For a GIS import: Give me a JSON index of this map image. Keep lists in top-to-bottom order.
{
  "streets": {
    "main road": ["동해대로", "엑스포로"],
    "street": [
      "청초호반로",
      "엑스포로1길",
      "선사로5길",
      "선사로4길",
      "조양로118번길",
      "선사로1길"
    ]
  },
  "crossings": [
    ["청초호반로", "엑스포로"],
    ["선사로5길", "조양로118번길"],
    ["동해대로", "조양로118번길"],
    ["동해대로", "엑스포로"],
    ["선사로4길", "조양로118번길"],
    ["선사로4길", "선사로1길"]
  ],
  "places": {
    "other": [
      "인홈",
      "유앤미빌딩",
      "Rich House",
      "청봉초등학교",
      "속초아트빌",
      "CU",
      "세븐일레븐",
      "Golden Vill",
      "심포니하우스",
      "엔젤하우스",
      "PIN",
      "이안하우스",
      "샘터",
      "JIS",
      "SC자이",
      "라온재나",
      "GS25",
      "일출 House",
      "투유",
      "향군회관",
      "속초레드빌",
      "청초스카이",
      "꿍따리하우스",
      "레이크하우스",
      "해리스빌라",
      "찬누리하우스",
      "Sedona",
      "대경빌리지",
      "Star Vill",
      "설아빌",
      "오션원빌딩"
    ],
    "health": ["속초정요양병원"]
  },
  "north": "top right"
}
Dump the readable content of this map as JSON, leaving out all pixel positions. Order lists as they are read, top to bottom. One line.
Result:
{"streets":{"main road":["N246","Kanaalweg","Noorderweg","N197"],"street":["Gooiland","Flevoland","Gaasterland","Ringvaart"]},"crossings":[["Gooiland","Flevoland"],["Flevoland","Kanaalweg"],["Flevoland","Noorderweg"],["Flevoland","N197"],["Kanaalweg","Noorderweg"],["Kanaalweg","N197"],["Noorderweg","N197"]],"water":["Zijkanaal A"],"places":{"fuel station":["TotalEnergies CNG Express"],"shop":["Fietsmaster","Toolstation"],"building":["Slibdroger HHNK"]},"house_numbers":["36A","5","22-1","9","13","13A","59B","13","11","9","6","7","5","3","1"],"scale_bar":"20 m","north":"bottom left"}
···
# [Task details]
Give only the number of lines in the data that include the string "crossings".

# [Answer box]
2